When I became a Christian, the meaning of Easter made it even more special to me and my reasons for it continuing to be my favorite holiday shifted a bit. I still go Easter shopping, still love the colorful, bright and cheerful decorations, I now enjoy making Easter baskets for my children, I love our Easter picnic.....I still love it all. But the significance of Holy Week, the sacrifice on Good Friday, and the hope, joy and victory of Resurrection Sunday causes everything else to take a back seat and pale in comparison. I now look at the beauty of the flowers blooming and the new life springing up all around as a ♥sweet, sweet♥ reminder from my precious Savior of the Eternal life that is waiting for me, as a fragment of the beauty that I will so undeservedly behold when my journey through this temporary world is over and I reach my true Home.
Each year, I try my best to point out these things to my children, to show them how to see God's gifts all around us, and to impress upon them the meaning of Good Friday and the Victory on the Cross in a way that it will be forever implanted in their hearts. Each year, without fail, they will ask (although by now they know the answer) WHY Easter is my favorite holiday ~ when many, including them, would choose Christmas. They ask because they love to hear me tell the Story. They, too, love to hear of the One who loves them more than any other.....and that He sacrificed everything for THEM.
This year the focus has been a little more difficult because my birthday falls on this most significant of days. I've had mixed feelings about it all week, wanting the focus of today to be on Him and not me. This is almost impossible with my three biggest fans, and my heart overflows with gratitude for the gift that they are to me, and for their excitement and determination to make "my" day special.....to make me feel special.
Each morning when I am trying to wake up {not a morning person ;) }, I grab my most bless-ed cup of coffee, check my email and read an online devotion or two while I wait for my brain to become functional. This morning, several Good Friday devotions and videos waited for me in my Inbox and as I read and viewed them on the day that those who care about me celebrate my birth, I was overcome with gratefulness. On this day, supposedly "my" day, it strikes me even harder that His sacrifice was indeed made for ME. He gave His life for ME......everything was for ME. And I am so undeserving. So overwhelmed. So..........blessed.
I recently pulled my old Bible from High School off the shelf, as I came across it looking for something else. Oh, the memories that came flooding into my mind as I flipped through it, reading notes and looking at verses that I had underlined long ago. I remember one of the things to do in our youth group was to choose a "life verse". Some chose verses that told of Salvation. Others chose verses of encouragement. I chose a verse (actually two) that I wanted to signify my life in Christ, my hope for my walk with Him.

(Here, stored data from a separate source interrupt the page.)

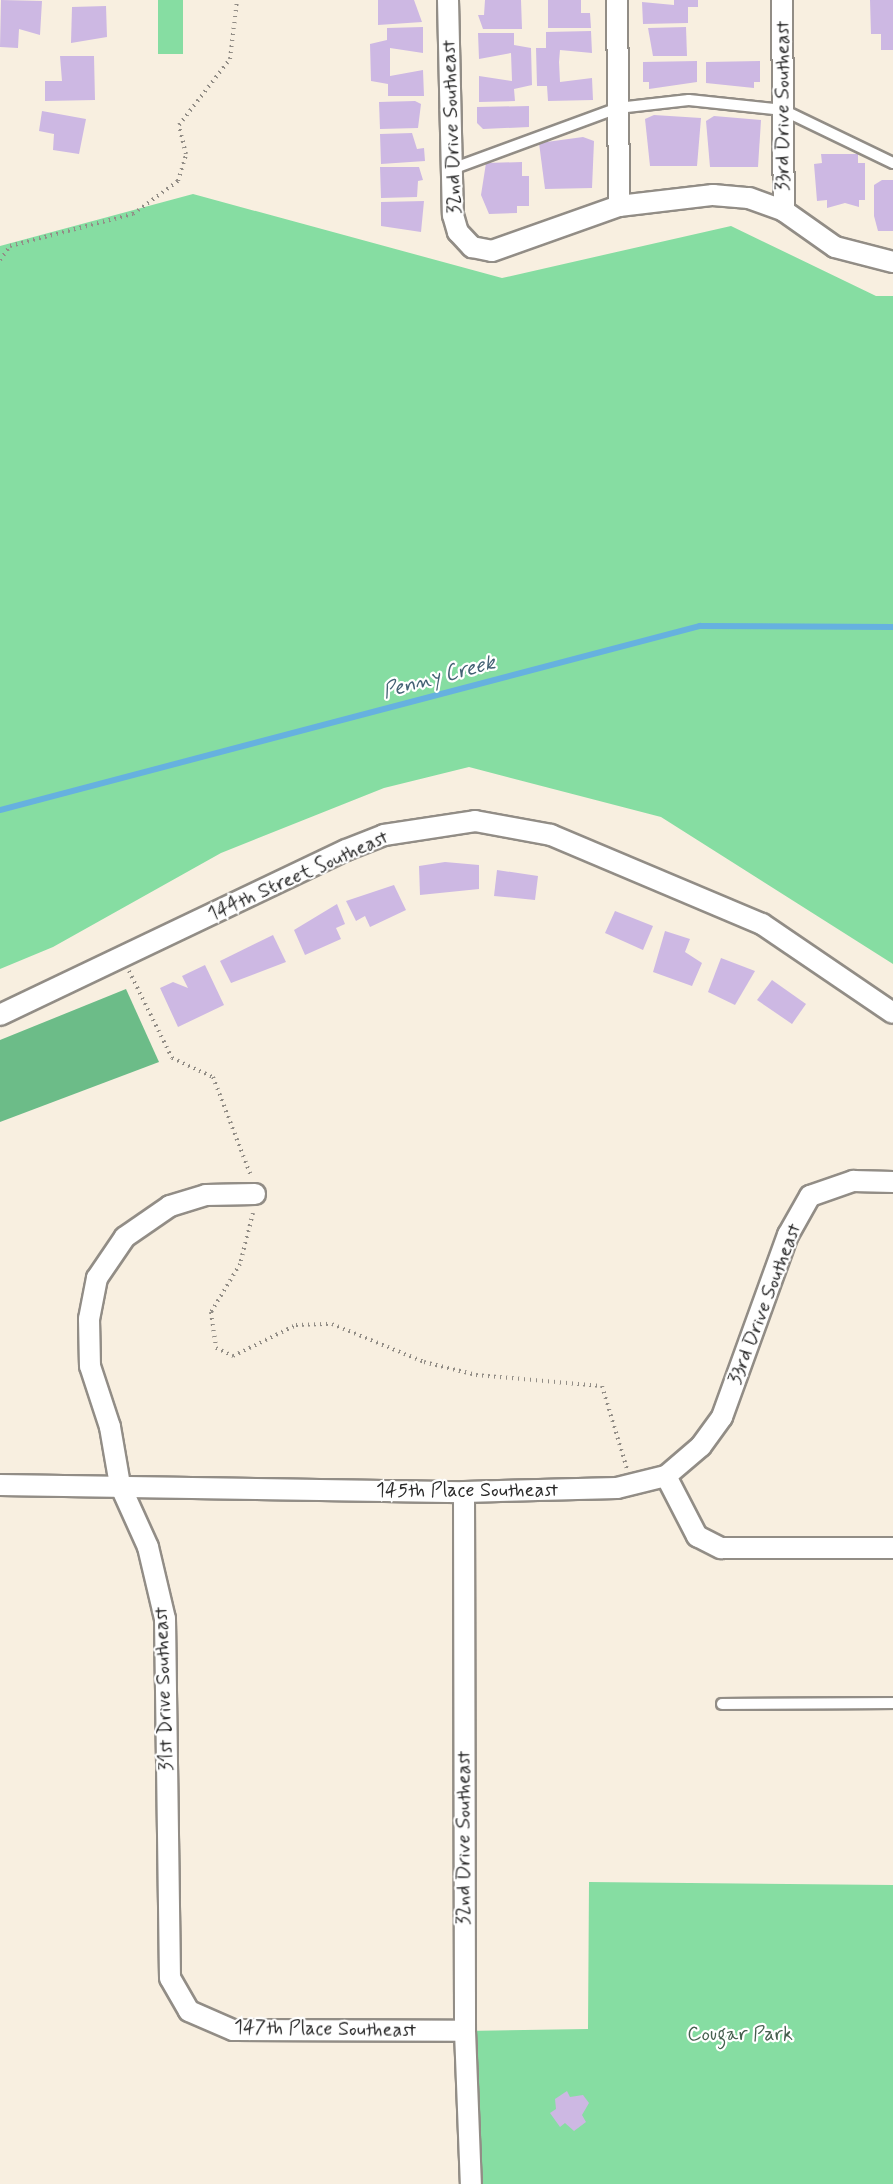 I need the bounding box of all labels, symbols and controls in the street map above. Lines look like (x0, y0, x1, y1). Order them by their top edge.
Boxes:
street label: 33rd Drive Southeast (771, 22, 795, 190)
street label: 32nd Drive Southeast (437, 41, 467, 213)
water label: Penny Creek (379, 650, 499, 704)
street label: 144th Street Southeast (204, 825, 392, 927)
street label: 33rd Drive Southeast (724, 1222, 806, 1386)
street label: 145th Place Southeast (377, 1478, 557, 1502)
street label: 31st Drive Southeast (149, 1607, 179, 1771)
street label: 32nd Drive Southeast (452, 1752, 476, 1924)
street label: 147th Place Southeast (234, 2015, 416, 2043)
park label: Cougar Park (687, 2022, 793, 2046) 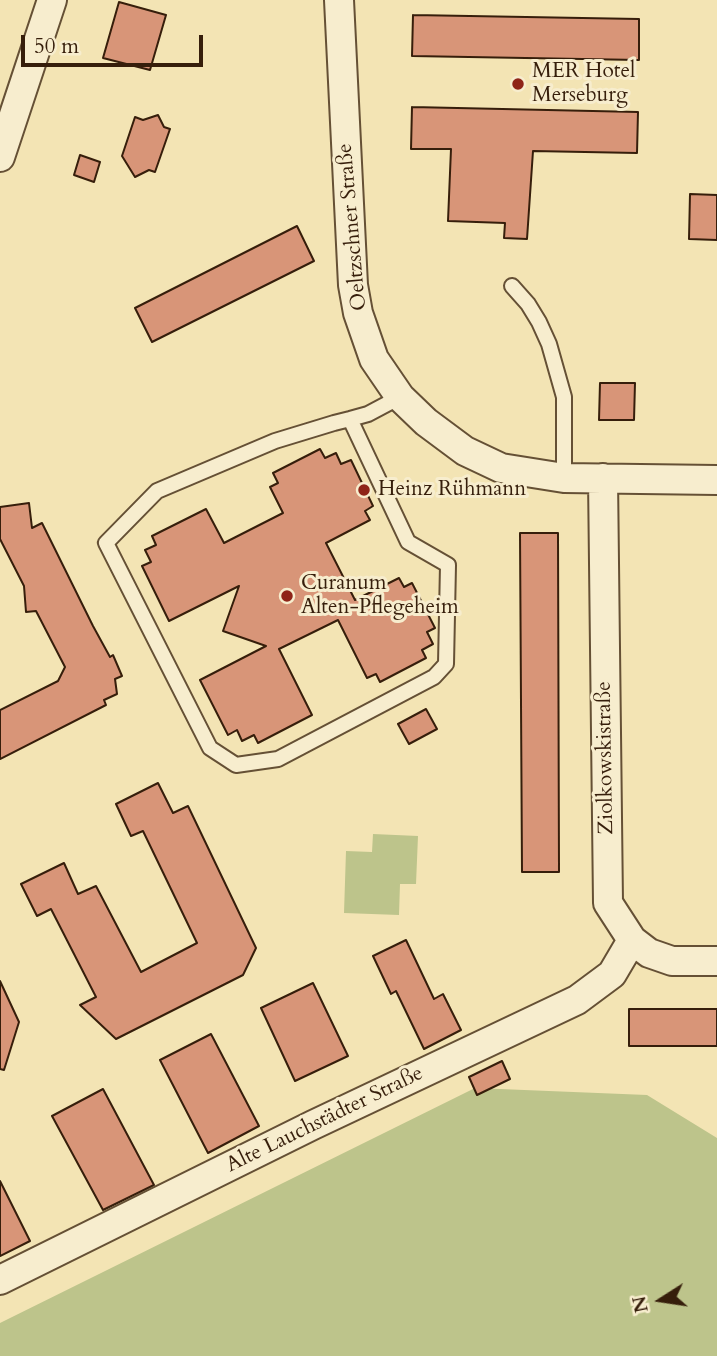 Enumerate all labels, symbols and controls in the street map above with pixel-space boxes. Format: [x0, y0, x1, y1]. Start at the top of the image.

"....according to my earnest expectation and hope that in nothing I shall be ashamed, but with all boldness, as always, so now also Christ will be magnified in my body, whether by life or by death. For to me, to live is Christ, and to die is gain."
Philippians 1:20-21
Looking back on the years I've lived and choices I've made, there are some things I might change if I could. My "life verse" will stay the same, however. It is still what I hope my life will say in the end. I'm not sure if it will; I suppose I could ask those around me and they could tell me best.....but I don't think I will. Their answers might depress me. ; )
I participated in our church's Passion Play last week, and in our "Finale", the participants changed costumes and re-entered the sanctuary dressed as Saints, clothed in garments of white, bringing forth our crowns to offer to our King. On this Good Friday, I am struck by the fact that I don't deserve that robe of white.....and I wonder what kind of crown I will be able to lay at the feet of the One who gave His all for ME.
And for YOU. If YOU had been the only one in existence....He still would have done it. The scars He bore, He bore for YOU. The death He died, He died for YOU. The Enemy He defeated, He defeated for YOU. His Victory can be yours, as it is mine.
My children have asked more than once, "Why is it called Good Friday? It's the day that they killed Jesus. That's not good at all." For me, it is Good Friday because we have a Savior who was willing to take on our sins as His own, to pay the price that we couldn't pay. It is Good Friday because He loved us so much and loves us still. It is Good Friday because, as Christians, we know the story doesn't end on Friday.....we have the hope and victory of Sunday.
It is GOOD, and it is True. And because of this, there is coming a day when I will rise..........and until then I can have a song in my heart, a hope for things to come, and an appreciation and gratitude that comes from being able to see the bigger picture in all things. This life is not the end. It is just a path of stepping stones to my Life Eternal. I will rise. Because He did. I hope and pray that you will, too.
2 comments:
Thank you for blessing me with these thoughts and reminders of OUR God and Savior! He's Alive!!!
Hi sweet friend....that was a beautiful post! Hope you are ok...miss chatting!